Cristalina

 


    Es hora punta en el metro.
    Los pasillos laberínticos que unen unos andenes con otros rebosan de pequeñas hormigas gigantes, húmedas y envueltas en prendas de plástico y tela. Ninguna habla. Sin importar la trayectoria de sus pupilas, todas clavan los ojos en el horizonte de sus propios pensamientos. Pensamientos profundos pero vacíos. Insustanciales. Insípidos. Caminan como reclusas con cadenas invisibles. Unas detrás de otras. A una velocidad constante. Bajo el yugo de sus propias elucubraciones. Bajo la garra implacable de sus no tan propias deducciones. De vez en cuando se oye el silbido distante de un tren procedente de algún andén lejano. Penetrante. Como el aullido sordo de un lobo perdido entre la maleza.    
    El andén de la línea circular es menos silencioso. Unos adolescentes retozan en el otro extremo, rompiendo mordazas y desafiando paciencias. Al escucharlos, un perro mueve la cola en un arrebato de euforia, pero es contenido por el miedo a la reprimenda de su amo. El resto callan, con la boca y con el oído y con la mirada. Nada existe a su alrededor. Ningún suceso es merecedor de su atención. Ninguna persona. Ningún objeto. Sólo el aullido sordo del vagón del metro al llegar, y el monitor que indica los minutos de espera, y el mensaje irrelevante en las notificaciones del teléfono, y el vídeo de un pequeño alboroto en el sur de Francia que se ha extendido como un virus, haciéndose cada vez más grande, cobrando cada vez más fuerza, amplificando su gravedad con cada reproducción, con cada usuario infectado.
    El ruido tiene hoy en día una nueva apariencia.

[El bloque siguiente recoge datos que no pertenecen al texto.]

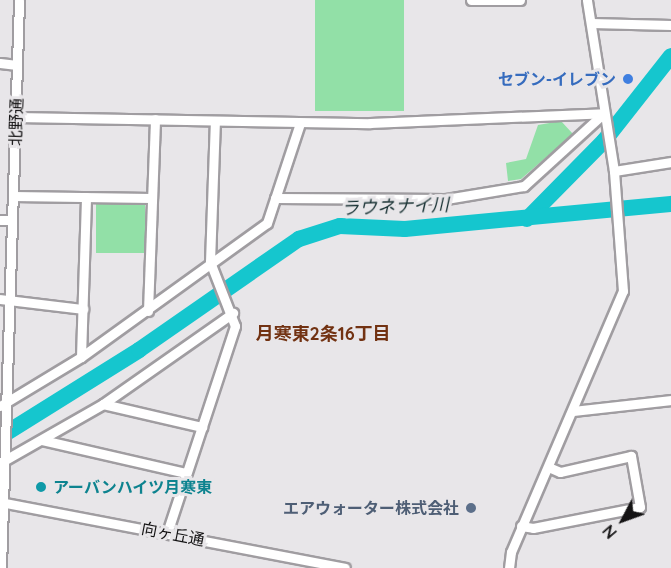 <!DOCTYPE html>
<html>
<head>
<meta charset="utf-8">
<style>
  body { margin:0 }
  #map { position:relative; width:671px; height:568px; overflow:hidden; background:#e8e6e9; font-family:Quicksand,"Noto Sans JP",sans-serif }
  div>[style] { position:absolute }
  .green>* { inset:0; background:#92e0a7; transform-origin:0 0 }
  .river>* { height:16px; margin:-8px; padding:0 8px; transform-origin:8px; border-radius:8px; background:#15c6ce }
  .roads { filter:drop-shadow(2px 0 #a09da1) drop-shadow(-2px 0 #a09da1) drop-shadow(0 2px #a09da1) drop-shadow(0 -2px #a09da1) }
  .minor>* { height:9px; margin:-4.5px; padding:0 4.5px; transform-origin:4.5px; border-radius:4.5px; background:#fff }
  .dots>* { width:16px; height:16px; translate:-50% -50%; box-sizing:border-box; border:3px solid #e8e6e9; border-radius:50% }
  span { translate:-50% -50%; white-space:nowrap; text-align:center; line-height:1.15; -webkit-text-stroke:6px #e8e6e9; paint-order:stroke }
  .shop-label { font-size:16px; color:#366cbe; font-weight:700 }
  .right { translate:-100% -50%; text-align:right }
  .street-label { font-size:16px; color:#141314 }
  .culture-label { font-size:16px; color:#0d838f; font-weight:700 }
  .left { translate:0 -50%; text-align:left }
  .service-label { font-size:16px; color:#4e5e75; font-weight:700 }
  .water-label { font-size:18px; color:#1a3335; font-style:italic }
  .neighbourhood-label { font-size:18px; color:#723212; font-weight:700 }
  .north { position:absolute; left:593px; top:490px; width:60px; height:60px; -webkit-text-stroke:4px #e8e6e9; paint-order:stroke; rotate:229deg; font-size:16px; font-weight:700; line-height:24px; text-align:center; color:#141314 }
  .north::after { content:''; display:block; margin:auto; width:21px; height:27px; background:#141314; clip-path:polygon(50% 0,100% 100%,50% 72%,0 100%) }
</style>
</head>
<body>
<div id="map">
  <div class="green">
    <i style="left:315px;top:0;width:89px;height:111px"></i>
    <i style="clip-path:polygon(561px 121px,573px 134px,521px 179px,508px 181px,506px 163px,526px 159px,538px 125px)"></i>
    <i style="left:96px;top:202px;width:49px;height:51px"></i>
  </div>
  <div class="river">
    <i style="left:527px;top:219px;width:110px;rotate:-45.4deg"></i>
    <i style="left:604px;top:141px;width:108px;rotate:-51.8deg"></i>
    <i style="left:0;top:437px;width:164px;rotate:-32deg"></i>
    <i style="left:139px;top:350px;width:195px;rotate:-34.8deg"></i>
    <i style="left:299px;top:239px;width:43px;rotate:-17.6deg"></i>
    <i style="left:340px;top:226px;width:65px;rotate:2.6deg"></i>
    <i style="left:405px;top:229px;width:267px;rotate:-5.4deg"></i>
  </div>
  <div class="roads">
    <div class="minor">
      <i style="left:471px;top:0;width:49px"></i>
      <i style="left:591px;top:23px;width:80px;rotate:1.4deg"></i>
      <i style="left:0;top:63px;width:17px;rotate:7deg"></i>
      <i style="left:16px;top:117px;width:354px;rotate:1deg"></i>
      <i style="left:370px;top:123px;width:234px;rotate:-2.4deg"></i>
      <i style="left:614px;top:171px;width:58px;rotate:-9deg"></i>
      <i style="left:13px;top:196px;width:138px;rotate:0.8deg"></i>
      <i style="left:275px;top:198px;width:171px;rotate:0.3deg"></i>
      <i style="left:446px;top:199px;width:79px;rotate:-9.5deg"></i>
      <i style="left:524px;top:186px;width:108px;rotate:-42.4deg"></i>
      <i style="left:0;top:220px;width:12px"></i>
      <i style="left:0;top:299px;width:84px;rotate:6.9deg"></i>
      <i style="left:148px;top:311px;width:192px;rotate:-87.9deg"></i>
      <i style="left:81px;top:357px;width:160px;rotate:-88.2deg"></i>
      <i style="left:103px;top:404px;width:102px;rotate:13.1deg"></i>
      <i style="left:0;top:406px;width:95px;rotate:-31.2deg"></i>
      <i style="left:81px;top:357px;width:229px;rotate:-35.8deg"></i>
      <i style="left:267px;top:223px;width:105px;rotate:-71.7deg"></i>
      <i style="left:573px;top:411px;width:99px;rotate:-6.4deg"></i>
      <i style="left:42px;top:440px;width:148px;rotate:12.9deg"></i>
      <i style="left:5px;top:460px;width:113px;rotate:-29.7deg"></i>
      <i style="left:103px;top:404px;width:159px;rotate:-35deg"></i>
      <i style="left:0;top:502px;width:351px;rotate:10.8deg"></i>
      <i style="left:521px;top:526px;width:12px;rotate:9deg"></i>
      <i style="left:533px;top:528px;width:109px;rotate:-11.1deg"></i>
      <i style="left:640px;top:507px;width:52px;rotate:-100deg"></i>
      <i style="left:631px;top:456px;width:73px;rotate:167.3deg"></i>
      <i style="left:560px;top:472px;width:13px;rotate:-157deg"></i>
      <i style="left:167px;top:533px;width:218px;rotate:-71.8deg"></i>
      <i style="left:235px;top:326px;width:69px;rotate:-111.3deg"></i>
      <i style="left:210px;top:262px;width:141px;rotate:-88deg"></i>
      <i style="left:1px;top:568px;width:568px;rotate:-88.18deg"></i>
      <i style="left:509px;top:568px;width:16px;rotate:-83deg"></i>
      <i style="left:511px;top:552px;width:284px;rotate:-66.8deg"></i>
      <i style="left:623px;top:291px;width:120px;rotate:-94.3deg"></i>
      <i style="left:614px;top:171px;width:173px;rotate:-99deg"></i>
    </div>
  </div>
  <div class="dots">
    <i style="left:628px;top:79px;background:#3f7fe0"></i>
    <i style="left:41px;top:487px;background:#0f9aa8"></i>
    <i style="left:471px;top:508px;background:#5c6f8a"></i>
  </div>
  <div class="shop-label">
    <span class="right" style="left:616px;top:79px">セブン-イレブン</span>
  </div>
  <div class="street-label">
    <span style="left:16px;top:122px;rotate:-88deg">北野通</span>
    <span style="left:173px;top:534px;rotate:11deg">向ヶ丘通</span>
  </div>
  <div class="culture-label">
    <span class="left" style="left:53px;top:487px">アーバンハイツ月寒東</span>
  </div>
  <div class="service-label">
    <span class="right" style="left:459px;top:508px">エアウォーター株式会社</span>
  </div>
  <div class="water-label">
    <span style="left:395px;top:207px;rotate:-2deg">ラウネナイ川</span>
  </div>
  <div class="neighbourhood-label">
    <span style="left:323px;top:334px">月寒東2条16丁目</span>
  </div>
  <div class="north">N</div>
</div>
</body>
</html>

Un nuevo disfraz.
    Las puertas se abren. El tren vomita. Cientos de personas se abalanzan hacia fuera. Algunas corren, pues no hay tiempo que perder. Sólo hay una vida. Y hay que vivirla. Han de ser eficientes. Han de ser productivas. Han de llegar a la cama extenuadas. Tan extenuadas que no pueden dormir. Por tanto, siguen produciendo un rato más. ¡Qué bien se sienten entonces! Es la satisfacción que da un día de trabajo duro. Esa es la razón de su existencia. Lo que las mantiene vivas día tras día.
    Las puertas se cierran. Algunos llegan demasiado tarde al andén. Se enfadan. Se quejan. Y los nudos de sus cuellos se endurecen más y más con cada quejido. Entonces escriben algo en sus teléfonos. Vierten en un amigo imaginario su desconsuelo. Le hablan de lo horrible que está siendo su día.
    Ella, sin embargo, es la última en llegar. Se abre paso tranquilamente entre la muchedumbre. Por su frente resbala una gota de agua. Tiene calor. Se quita el abrigo y el jersey. Están empapados. Ha sido sorprendida por la lluvia y su piel ahora brilla como el cristal. Sus iris oscuros y amplios se ensanchan al entrar en contacto con la luz artificial. Parecen absorberlo todo a su paso como agujeros negros.
    Podría caminar cabizbaja. Podría mirar a ningún lugar, como el resto. Podría abandonarse a la presión y dejarse llevar río abajo. Pero río abajo no hay mar, digan lo que digan. Sólo un abismo infinito de soledad. Y ella no quiere sentirse sola. Sabe que no lo está, a pesar de que nadie la ve, a pesar de estar ahí en medio rodeada de pequeñas hormigas gigantes que pululan de un lado para otro, pasando de largo por los corredores del metro como agua embarrada por una tubería.
    Pero el problema de los que tienen fe, el problema de los que creen en las personas, es que abren sus puertas a todo el mundo. Y el problema de los embusteros, de los que no creen en nada, son los cadáveres enterrados bajo el suelo de sus propias casas.
    El eco de sus pasos se pierde entre la multitud, dejando tras de sí huellas en forma de pequeños y efímeros charcos, y su sombra es la única que no se confunde con la suciedad de las baldosas.
    Ella no lo sabe, pero está atrapada en un sueño. Y su piel brilla como el cristal.